Aim of the task — The required lines are those that contain "strokeStyle"; pull them out of the data and copy them.

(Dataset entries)
((
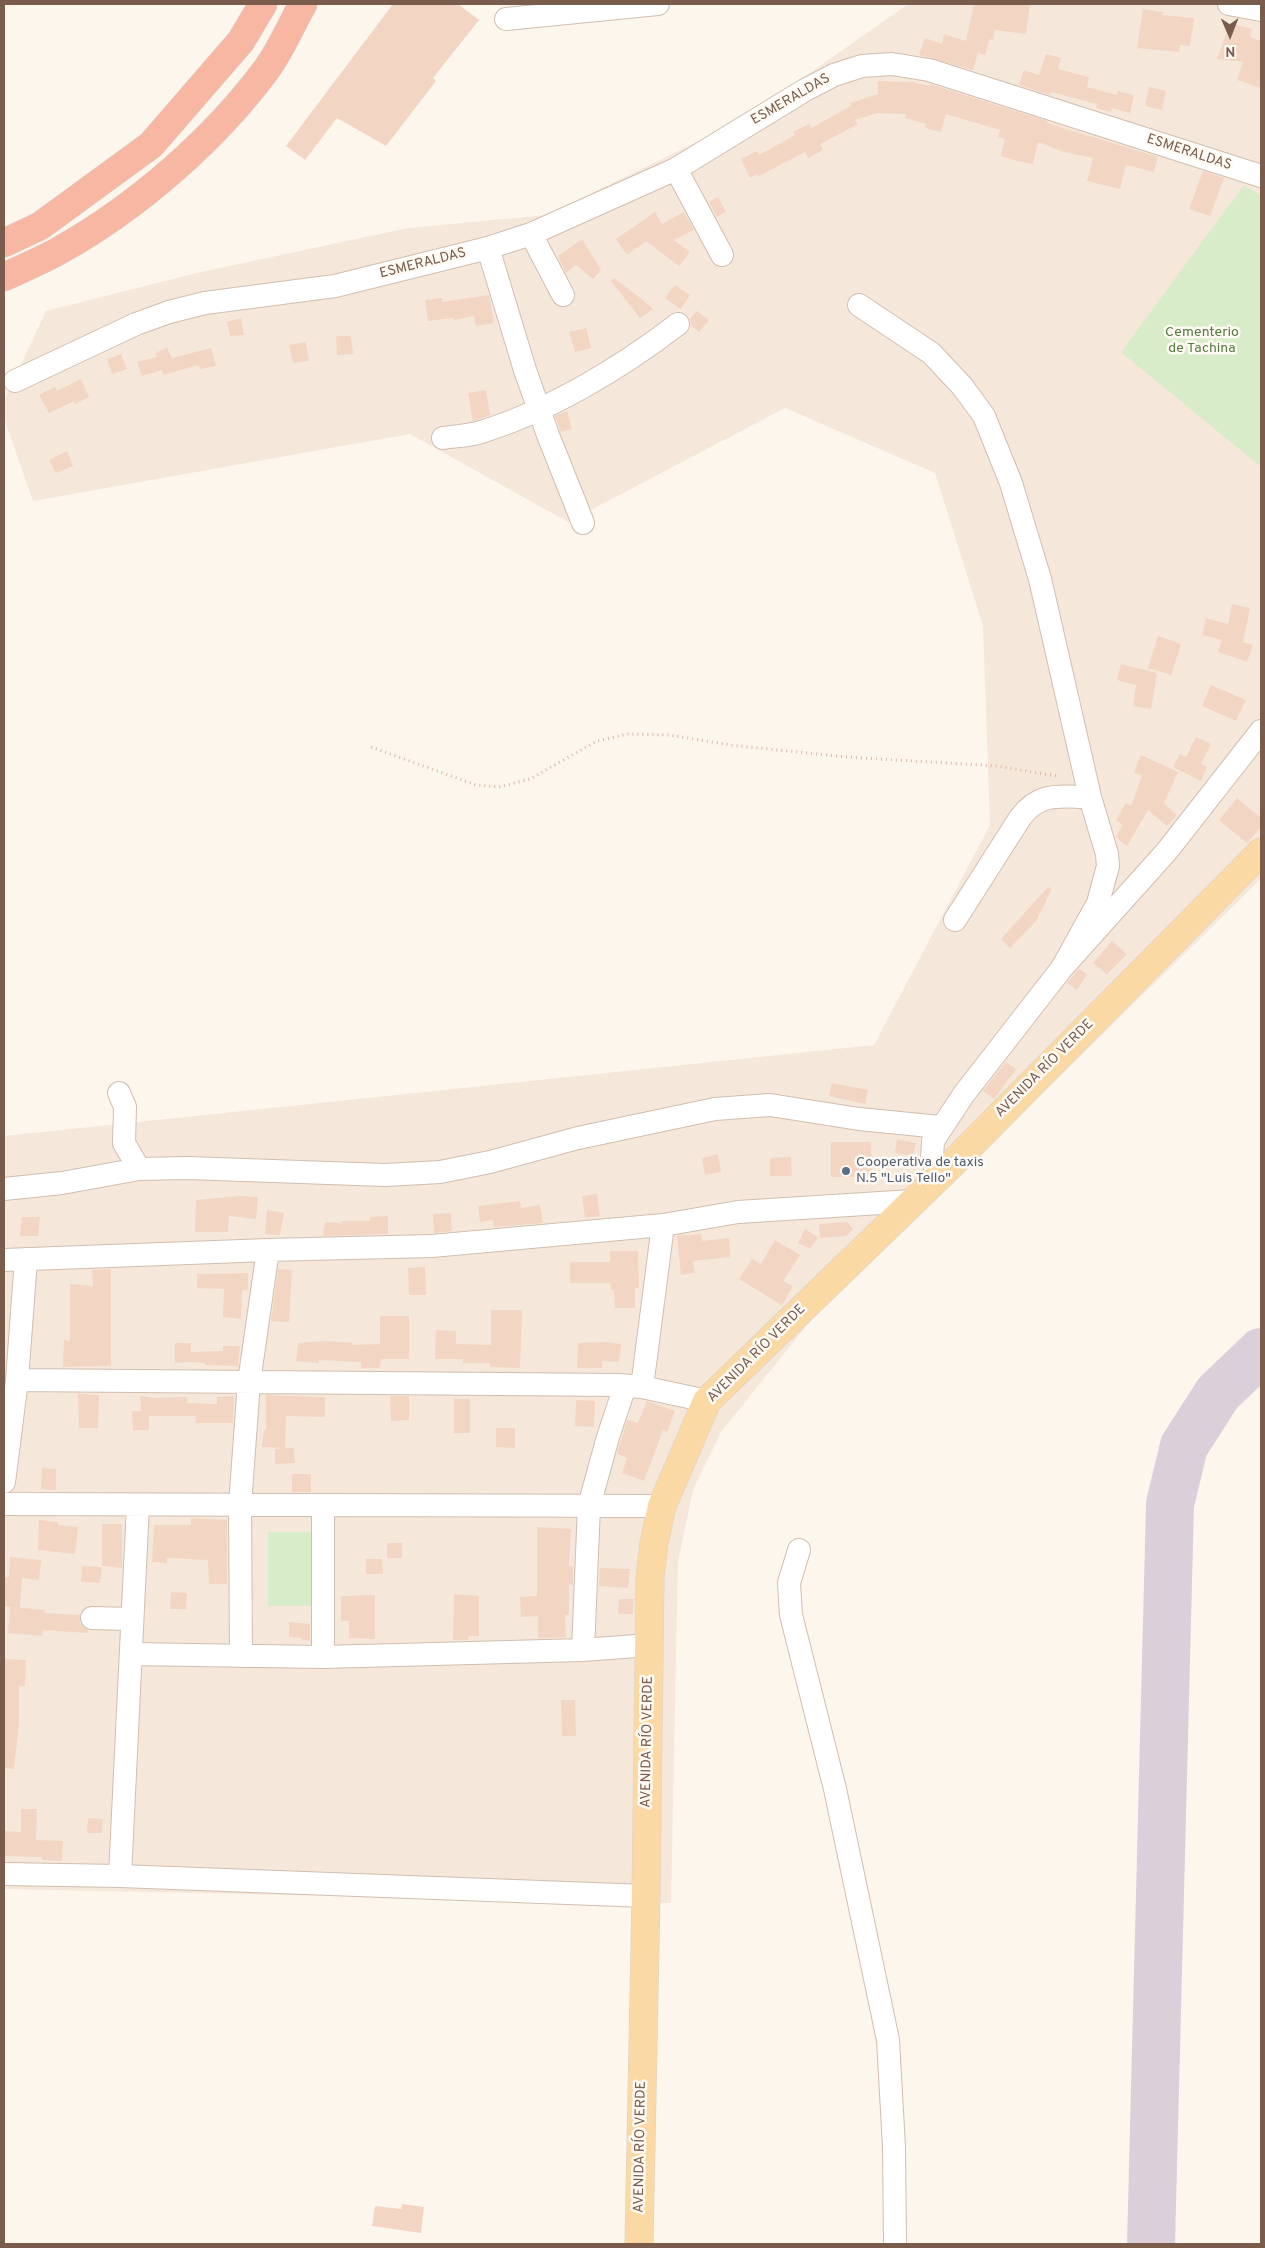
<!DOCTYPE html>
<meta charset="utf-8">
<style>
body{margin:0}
#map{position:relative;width:1265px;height:2248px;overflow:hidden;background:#fdf6ec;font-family:Overpass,sans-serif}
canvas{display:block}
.frame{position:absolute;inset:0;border:5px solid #7a5c4d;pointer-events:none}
.north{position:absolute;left:1205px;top:10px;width:50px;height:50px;-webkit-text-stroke:4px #fffaf3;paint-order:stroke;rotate:179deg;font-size:14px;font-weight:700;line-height:20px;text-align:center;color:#7a5c4d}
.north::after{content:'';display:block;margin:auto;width:18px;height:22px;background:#7a5c4d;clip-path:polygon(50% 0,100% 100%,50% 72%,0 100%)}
</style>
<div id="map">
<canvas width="1265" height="2248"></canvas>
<div class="frame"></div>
<div class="north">N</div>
</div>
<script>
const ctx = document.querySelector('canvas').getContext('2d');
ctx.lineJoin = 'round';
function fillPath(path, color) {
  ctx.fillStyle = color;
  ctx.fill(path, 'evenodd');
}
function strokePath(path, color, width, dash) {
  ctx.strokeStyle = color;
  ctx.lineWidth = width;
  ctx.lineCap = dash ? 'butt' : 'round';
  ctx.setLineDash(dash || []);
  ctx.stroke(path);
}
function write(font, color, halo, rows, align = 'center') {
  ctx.font = font + ' Overpass,sans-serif';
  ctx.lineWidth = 5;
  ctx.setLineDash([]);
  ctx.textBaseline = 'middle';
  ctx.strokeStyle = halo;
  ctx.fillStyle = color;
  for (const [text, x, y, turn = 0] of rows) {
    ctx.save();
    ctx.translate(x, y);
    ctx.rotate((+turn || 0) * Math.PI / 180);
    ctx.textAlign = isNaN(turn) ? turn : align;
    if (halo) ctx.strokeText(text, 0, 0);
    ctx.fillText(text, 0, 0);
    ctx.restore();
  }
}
fillPath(new Path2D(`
 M908,4H1261V879L812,1319L721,1432L693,1490L678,1562L671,1903L4,1889V1136L874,1045L990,825L983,626L935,473L785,408L568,522L410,434L33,501L4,418V401L46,311L201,272L408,228L547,215L746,118Z`), '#f5e8da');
fillPath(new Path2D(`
 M1244,185L1261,196V467L1121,352Z
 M268,1532H315L316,1606H268Z`), '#d8ecc9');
strokePath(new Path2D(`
 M1151,2244L1170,1504L1184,1446L1218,1393L1261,1352`), '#dbcfda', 48);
fillPath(new Path2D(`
 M393,4H458L479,20L433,78L436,81L386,146L337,118L305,160L286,146Z
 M974,4H1030L1026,34L995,30L993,40L990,39L985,55L978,53L973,70L919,55L925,38L942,44L944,34L966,41Z
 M1143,9L1163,12L1162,15L1194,18L1190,46L1180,45L1179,52L1137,48Z
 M1230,23L1252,29L1250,37L1261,41V88L1237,80L1243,62L1217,59Z
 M1046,54L1061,58L1058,69L1089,77L1087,87L1117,95L1118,91L1134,95L1130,113L1112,108L1111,112L1096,108L1097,104L1051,92L1050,95L1019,85L1024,70L1039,75Z
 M878,81L912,82L929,86L930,84L1047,121V123L1158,157L1154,172L1126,165L1120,189L1087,181L1093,158L1064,152L1038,142L1033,164L1017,161L1001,156L1005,139L998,137L1000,130L946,114L941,132L925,128L926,124L905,118L906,114L877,113L855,120L858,124L820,144L823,150L808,158L805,152L759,176L757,174L750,178L741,159L757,151L759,155L795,135L793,132L809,124L811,128L851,106L850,103L878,94Z
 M1149,87L1166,91L1162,110L1145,106Z
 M1203,171L1224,178L1210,216L1189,209Z
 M718,197L726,212L717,217L709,202Z
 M655,212L662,224L684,212L694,230L674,240L690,252L679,266L646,241L627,255L616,239Z
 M582,239L601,270L593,279L576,265L566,273L558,256Z
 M614,278L639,297L653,309L640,318L611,281Z
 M675,285L690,295L681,309L665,298Z
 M489,295L494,323L476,326L474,316L454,320L453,318L428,321L425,300L442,298V302Z
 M697,311L709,320L699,332L691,325L690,319Z
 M241,318L244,335L230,336L227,322Z
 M586,328L591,348L575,352L569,332Z
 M336,336H351L353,354L337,355Z
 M306,342L309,361L293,363L289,345Z
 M167,348L172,358L211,348L216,366L200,369L198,365L164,375L162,370L142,376L137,362L157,357L155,353Z
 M121,354L127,369L112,374L107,359Z
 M81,379L89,397L75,404L74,401L49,413L39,395L55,387L57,391Z
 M486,390L490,415L473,421L468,393Z
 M567,411L572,429L561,432L555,416Z
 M67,451L73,466L56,473L49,460Z
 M1232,604L1250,608L1243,642L1253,645L1247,662L1218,652L1222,640L1202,635L1206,618L1228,624Z
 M1158,636L1181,644L1171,675L1148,668Z
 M1121,664L1157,673L1151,709L1133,706L1136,685L1117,680Z
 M1211,685L1246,700L1236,721L1202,706Z
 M1196,737L1211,744L1201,764L1207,767L1201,781L1173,767L1180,754L1186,757Z
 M1141,755L1178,772L1164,803L1177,815L1167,826L1148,810L1127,846L1116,837L1123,825L1116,820L1126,803L1131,806L1142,776L1134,772Z
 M1237,798L1261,818V827L1247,843L1219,820Z
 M1048,887L1052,889L1036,921L1010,948L1001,939Z
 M1112,941L1127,954L1107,974L1093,963Z
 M1079,969L1087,974L1077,990L1067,983Z
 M1006,1062L1016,1069L994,1099L983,1091Z
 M832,1083L868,1090L865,1104L829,1096Z
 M897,1139L916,1143L913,1156L895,1153Z
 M831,1142H871L872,1177H831Z
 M718,1154L721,1172L705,1175L702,1158Z
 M791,1157L792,1176H770V1158Z
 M597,1194L600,1216L585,1218L582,1196Z
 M240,1196L258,1197L256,1219L229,1216L228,1232H195L196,1200Z
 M520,1201L521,1208L540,1205L543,1223L494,1227L493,1220L480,1222L478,1206Z
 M267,1210L284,1213L280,1235L265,1234Z
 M451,1213L452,1231L434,1233L433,1214Z
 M388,1216V1234L323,1236L325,1222L342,1223V1221H370V1217Z
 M22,1217H40L38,1236H20Z
 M847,1222L853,1229L846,1236L820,1238L819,1224Z
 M805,1229L818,1237L810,1249L798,1243Z
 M701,1234L702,1241L729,1238L730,1257L693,1261L695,1273L681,1275L677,1236Z
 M775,1240L800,1255L783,1281L793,1286L782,1305L739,1279L752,1259L761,1264Z
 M610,1251H638L639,1288H635V1308H615L614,1290H611L610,1283H570V1262H610Z
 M425,1267L426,1295H409L408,1268Z
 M111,1269V1366L63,1367L64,1340L70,1341V1284L93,1286L92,1270Z
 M278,1269L292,1270L289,1322L271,1321Z
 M248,1273V1290H242L241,1319L223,1317L224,1289L197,1288V1274Z
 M491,1310H522L520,1368L490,1367V1363H463V1359H435L436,1330L456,1331V1344L491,1345Z
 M380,1316H409V1359H381L380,1368H361V1362L319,1360V1363L296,1361L298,1343L325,1341L353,1343V1345L380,1344Z
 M605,1342L621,1344L619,1362L602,1361V1368H577L578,1343Z
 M175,1343H191V1352L223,1351V1346H240L238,1366L205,1365V1363L191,1362L175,1363Z
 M78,1394L99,1395L98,1428H79Z
 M266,1395L325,1397V1417L286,1416L285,1448L262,1447L264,1430H266Z
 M140,1396L156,1398L187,1397V1403L217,1404V1397L234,1396L233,1423H195L196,1416H149V1430H133L132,1411H141Z
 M390,1396H409V1420L391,1421Z
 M454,1399H470V1433H454Z
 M576,1400L595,1401L594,1427L575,1426Z
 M647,1401L675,1411L667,1432L663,1430L644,1481L622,1473L627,1458L617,1454L627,1420L638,1423Z
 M496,1428H515V1448L496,1447Z
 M285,1448H294L295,1463L275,1464V1449Z
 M42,1468L56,1469V1490L41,1489Z
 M292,1474H311V1492H292Z
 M191,1518L227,1520V1584H209L208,1560L167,1558V1563L152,1562L154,1525H191Z
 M39,1520L58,1522V1525L78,1527L75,1554L38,1550Z
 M102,1524H122V1568L102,1566Z
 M537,1527L571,1529L569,1566H573V1585L569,1584V1615H565L566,1637L538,1638V1616L521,1617L520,1597L537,1596Z
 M387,1543H402V1558H387Z
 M10,1557L41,1560L39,1580L22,1578L20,1608L4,1606V1577H9Z
 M366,1559H382L383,1574H366Z
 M82,1566L102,1567L100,1583L81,1582Z
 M600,1568L630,1569L628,1588L599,1586Z
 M171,1592L187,1593L186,1609H170Z
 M454,1594L479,1596V1636H469L468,1640H453Z
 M375,1595V1639L349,1638V1621H341V1596Z
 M619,1599H634L633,1614H618Z
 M10,1607L45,1610L44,1613L80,1615V1624L88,1630V1633L43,1630L42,1636L8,1633Z
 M289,1622L310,1624V1641L302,1640V1638L289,1637Z
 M4,1659L26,1660L25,1686H19V1724L14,1769L4,1768Z
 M561,1700H575L576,1736H562Z
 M21,1809H37L36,1840L63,1841L62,1861L42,1860V1857L4,1856V1831L21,1832Z
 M88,1818L103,1819L102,1833H87Z
 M402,2204L424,2207L421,2233L372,2226L375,2206L401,2209Z`), '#f3d5c3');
const minor = new Path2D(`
 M1229,4L1261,10
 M506,19L658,4
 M676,169L722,255
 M531,234L563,295
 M488,248L525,370L548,435L583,523
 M859,305L931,353L962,386L984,416L1011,483L1040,579L1090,797L1107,854L1108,866L1098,903L1062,968
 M15,381L136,324L169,312L205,303L335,286L488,248L531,234L676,169L805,90L834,75L862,66L892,64L929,70L1261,176
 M443,438C455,436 469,436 481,432C549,411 621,368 678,324
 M955,920L1020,818C1040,791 1059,797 1090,797
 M119,1093L125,1107L124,1143L139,1169
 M938,1176L932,1159L933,1141L964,1094L1062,968L1167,851L1261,731
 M4,1189L62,1183L139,1169L188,1168L385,1175L440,1172L490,1162L578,1138L715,1109L770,1105L859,1119L940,1127
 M4,1260L268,1250L432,1246L663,1225L738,1212L912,1201
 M17,1380L619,1385L642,1387L707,1401
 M642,1387L663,1225
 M4,1482L17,1380L26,1259
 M4,1504L662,1506
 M799,1550L789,1583L791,1615L835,1789L888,2040L894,2147L895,2244
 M92,1618L132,1619
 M583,1650L649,1645
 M131,1654L323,1657L583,1650L589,1506L608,1437L625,1386
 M241,1656L240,1505L249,1382L268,1250
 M323,1657V1505
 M4,1874L120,1876L646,1896
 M120,1876L138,1505`);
const major = new Path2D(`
 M639,2244L646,1896L650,1577L654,1543L662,1506L707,1401L953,1163L1261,852`);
const highway = new Path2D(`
 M4,243L40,226L151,145L241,41L263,4
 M4,277C23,268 43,260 62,249C138,206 214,140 266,70C281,50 291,25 303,4`);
strokePath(minor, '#d1beb0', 24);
strokePath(major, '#dad1cd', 29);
strokePath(highway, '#dad1cd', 29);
strokePath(new Path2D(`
 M371,747L476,785L499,787L530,779L597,741L628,734L670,735L730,745L846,757L997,766L1056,776`), '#d9b8a5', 3, [1, 4]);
strokePath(minor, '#fff', 22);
strokePath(major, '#fbd9a5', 28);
strokePath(highway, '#f7b7a3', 28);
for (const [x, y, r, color] of [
 [846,1171,5,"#5c6f8a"]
]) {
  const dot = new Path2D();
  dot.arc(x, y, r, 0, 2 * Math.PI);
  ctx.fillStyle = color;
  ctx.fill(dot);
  strokePath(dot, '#fffaf3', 2);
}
write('14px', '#7a5c4d', '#fffaf3', [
 ["ESMERALDAS",791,100,-30],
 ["ESMERALDAS",1189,153,18],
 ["ESMERALDAS",423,264,-14],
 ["AVENIDA RÍO VERDE",1045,1069,-45],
 ["AVENIDA RÍO VERDE",757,1354,-45],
 ["AVENIDA RÍO VERDE",648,1742,-89],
 ["AVENIDA RÍO VERDE",641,2147,-89]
]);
write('14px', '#537a41', '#fffaf3', [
 ["Cementerio",1202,333],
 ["de Tachina",1202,349]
]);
write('14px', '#4e5e75', '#fffaf3', [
 ["Cooperativa de taxis",856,1163],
 ["N.5 \"Luis Tello\"",856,1179]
], 'left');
</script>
))
Task answer —
  ctx.strokeStyle = color;
  ctx.strokeStyle = halo;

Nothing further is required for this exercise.